Atypical variants of nonketotic hyperglycinemia.

作者信息

Dinopoulos Argirios, Matsubara Yoichi, Kure Shigeo

机构信息

Cincinnati Children's Hospital Medical Center, Division of Neurology, 3333 Burnet Avenue, Cincinnati, OH 45229-3039, USA.

出版信息

Mol Genet Metab. 2005 Sep-Oct;86(1-2):61-9. doi: 10.1016/j.ymgme.2005.07.016.

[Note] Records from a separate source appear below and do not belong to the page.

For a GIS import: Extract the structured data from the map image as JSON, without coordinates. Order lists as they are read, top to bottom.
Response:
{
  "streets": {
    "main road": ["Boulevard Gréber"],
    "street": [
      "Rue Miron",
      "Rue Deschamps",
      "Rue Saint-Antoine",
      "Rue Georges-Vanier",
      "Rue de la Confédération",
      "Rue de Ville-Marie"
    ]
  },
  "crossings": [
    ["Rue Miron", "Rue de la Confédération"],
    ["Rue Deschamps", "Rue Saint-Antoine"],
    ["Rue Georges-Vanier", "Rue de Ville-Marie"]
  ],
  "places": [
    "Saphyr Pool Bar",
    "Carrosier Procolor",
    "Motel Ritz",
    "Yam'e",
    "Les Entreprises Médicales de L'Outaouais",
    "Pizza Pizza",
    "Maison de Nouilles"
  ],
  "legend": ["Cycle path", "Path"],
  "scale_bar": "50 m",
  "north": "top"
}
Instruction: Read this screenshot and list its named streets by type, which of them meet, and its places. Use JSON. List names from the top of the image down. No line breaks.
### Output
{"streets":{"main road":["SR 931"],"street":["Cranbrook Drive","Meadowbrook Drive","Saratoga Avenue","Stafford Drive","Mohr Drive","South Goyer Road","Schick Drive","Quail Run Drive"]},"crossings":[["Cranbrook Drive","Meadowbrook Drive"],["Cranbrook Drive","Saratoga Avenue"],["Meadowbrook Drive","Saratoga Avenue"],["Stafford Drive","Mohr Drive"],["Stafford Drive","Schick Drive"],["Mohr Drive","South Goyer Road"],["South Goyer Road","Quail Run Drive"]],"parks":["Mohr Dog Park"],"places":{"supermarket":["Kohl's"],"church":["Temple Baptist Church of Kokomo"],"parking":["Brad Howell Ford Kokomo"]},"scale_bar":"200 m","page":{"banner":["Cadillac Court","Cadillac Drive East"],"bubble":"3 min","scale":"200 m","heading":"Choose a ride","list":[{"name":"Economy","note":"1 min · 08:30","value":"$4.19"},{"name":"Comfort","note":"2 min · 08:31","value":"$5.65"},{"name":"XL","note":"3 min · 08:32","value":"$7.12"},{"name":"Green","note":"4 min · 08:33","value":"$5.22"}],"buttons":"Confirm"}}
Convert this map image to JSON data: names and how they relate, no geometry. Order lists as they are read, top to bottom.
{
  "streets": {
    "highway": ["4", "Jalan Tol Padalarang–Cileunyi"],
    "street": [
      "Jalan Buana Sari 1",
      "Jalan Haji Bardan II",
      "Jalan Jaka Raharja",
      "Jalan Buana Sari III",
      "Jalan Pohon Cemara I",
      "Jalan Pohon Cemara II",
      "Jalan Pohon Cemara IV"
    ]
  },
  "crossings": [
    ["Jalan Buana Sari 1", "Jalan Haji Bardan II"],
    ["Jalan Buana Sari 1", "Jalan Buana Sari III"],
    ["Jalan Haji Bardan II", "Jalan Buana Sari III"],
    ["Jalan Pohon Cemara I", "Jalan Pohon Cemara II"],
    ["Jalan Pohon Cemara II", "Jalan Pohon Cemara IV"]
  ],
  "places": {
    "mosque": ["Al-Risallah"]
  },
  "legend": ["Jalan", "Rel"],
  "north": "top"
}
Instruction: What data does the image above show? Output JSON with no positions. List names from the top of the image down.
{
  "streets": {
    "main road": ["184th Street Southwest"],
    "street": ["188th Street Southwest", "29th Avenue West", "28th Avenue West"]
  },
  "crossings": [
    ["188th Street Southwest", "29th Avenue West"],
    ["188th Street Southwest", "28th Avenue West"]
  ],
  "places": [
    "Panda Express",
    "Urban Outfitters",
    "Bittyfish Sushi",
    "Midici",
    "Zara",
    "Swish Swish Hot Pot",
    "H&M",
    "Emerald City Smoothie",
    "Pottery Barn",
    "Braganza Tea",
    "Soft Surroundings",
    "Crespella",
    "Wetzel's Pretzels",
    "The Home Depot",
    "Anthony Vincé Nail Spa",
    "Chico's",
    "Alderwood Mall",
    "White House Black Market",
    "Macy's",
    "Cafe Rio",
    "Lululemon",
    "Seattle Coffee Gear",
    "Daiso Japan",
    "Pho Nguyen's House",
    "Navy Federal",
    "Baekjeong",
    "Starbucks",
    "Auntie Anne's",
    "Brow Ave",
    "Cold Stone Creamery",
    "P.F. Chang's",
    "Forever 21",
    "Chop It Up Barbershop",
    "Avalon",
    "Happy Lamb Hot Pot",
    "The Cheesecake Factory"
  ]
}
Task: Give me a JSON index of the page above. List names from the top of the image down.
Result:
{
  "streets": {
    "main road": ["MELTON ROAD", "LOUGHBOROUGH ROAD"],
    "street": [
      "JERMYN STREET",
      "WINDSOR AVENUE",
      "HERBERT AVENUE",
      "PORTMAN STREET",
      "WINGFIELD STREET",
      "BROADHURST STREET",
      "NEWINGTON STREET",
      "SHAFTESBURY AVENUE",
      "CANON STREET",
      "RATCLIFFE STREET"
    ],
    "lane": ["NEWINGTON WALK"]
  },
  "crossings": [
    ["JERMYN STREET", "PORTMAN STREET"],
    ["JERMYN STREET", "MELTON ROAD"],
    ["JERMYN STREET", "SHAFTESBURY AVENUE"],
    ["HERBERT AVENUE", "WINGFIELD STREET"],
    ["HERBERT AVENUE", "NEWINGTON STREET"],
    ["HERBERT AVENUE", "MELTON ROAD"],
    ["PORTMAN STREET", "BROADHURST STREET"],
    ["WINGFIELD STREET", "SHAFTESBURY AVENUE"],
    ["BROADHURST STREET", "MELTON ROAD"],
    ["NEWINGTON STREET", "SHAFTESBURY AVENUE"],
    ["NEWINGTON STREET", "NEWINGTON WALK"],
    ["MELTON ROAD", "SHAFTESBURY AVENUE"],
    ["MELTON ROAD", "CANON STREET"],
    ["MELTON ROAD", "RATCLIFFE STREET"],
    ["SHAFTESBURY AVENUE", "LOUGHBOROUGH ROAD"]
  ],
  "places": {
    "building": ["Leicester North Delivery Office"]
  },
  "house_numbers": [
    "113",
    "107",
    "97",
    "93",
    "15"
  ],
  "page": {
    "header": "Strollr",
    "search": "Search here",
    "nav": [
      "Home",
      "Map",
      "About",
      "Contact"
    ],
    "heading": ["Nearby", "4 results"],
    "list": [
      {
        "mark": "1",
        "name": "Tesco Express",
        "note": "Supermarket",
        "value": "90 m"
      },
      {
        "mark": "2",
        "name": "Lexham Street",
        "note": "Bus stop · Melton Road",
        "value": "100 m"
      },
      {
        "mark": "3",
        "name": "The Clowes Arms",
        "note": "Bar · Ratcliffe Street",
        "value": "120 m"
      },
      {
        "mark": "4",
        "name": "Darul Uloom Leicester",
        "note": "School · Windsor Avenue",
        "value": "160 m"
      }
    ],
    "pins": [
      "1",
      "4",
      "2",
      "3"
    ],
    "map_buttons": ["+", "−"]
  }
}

DOI:10.1016/j.ymgme.2005.07.016
PMID:16157495
Abstract

Clinical symptoms in atypical nonketotic hyperglycinemia (NKH) are heterogeneous, in sharp contrast to uniform severe neurological symptoms in the classical NKH. A review of the literature of atypical NKH cases reveals three forms: neonatal, infantile, and late onset. The presentation in the neonatal form is similar to the classical one but the subsequent outcome is significantly better. Mental retardation and behavioral abnormalities are prevalent in both infantile and late onset forms although the phenotype in late onset atypical NKH is more heterogeneous. Patients with the atypical NKH tend to have a lower CSF/plasma glycine ratio when compared with the classical form, but overlap occurs. Hyperglycinemia in the neonatal and infantile atypical NKH, similar to the classical form, is caused by a deficient glycine cleavage system, whereas the cause of hyperglycinemia in late onset atypical NKH is unknown. A mutation of the T-protein AMT gene and several mutations of P-protein GLDC gene have been identified in homozygous or compound heterozygous state. Some of the GLDC mutations are associated with residual glycine decarboxylase activity when expressed in COS7 cells and early therapeutic intervention may be crucial to improve the outcome in patients harboring such mutations. Identification of more mutations causing atypical NKH and information about the mutations' effect on enzyme activity may help to predict patients with a milder phenotype as well as those who may respond to early therapeutic intervention.

摘要

非典型非酮症高甘氨酸血症(NKH)的临床症状具有异质性,这与典型NKH一致的严重神经症状形成鲜明对比。对非典型NKH病例文献的回顾揭示了三种形式:新生儿型、婴儿型和迟发型。新生儿型的表现与典型型相似,但随后的预后明显更好。智力迟钝和行为异常在婴儿型和迟发型中都很普遍,尽管迟发型非典型NKH的表型更为异质。与典型形式相比,非典型NKH患者的脑脊液/血浆甘氨酸比值往往较低,但也存在重叠情况。新生儿和婴儿型非典型NKH中的高甘氨酸血症,与典型形式一样,是由甘氨酸裂解系统缺陷引起的,而迟发型非典型NKH中高甘氨酸血症的原因尚不清楚。已在纯合或复合杂合状态下鉴定出T蛋白AMT基因的一个突变和P蛋白GLDC基因的几个突变。一些GLDC突变在COS7细胞中表达时与残余甘氨酸脱羧酶活性相关,早期治疗干预对于改善携带此类突变患者的预后可能至关重要。鉴定更多导致非典型NKH的突变以及有关这些突变对酶活性影响的信息,可能有助于预测表型较轻的患者以及可能对早期治疗干预有反应的患者。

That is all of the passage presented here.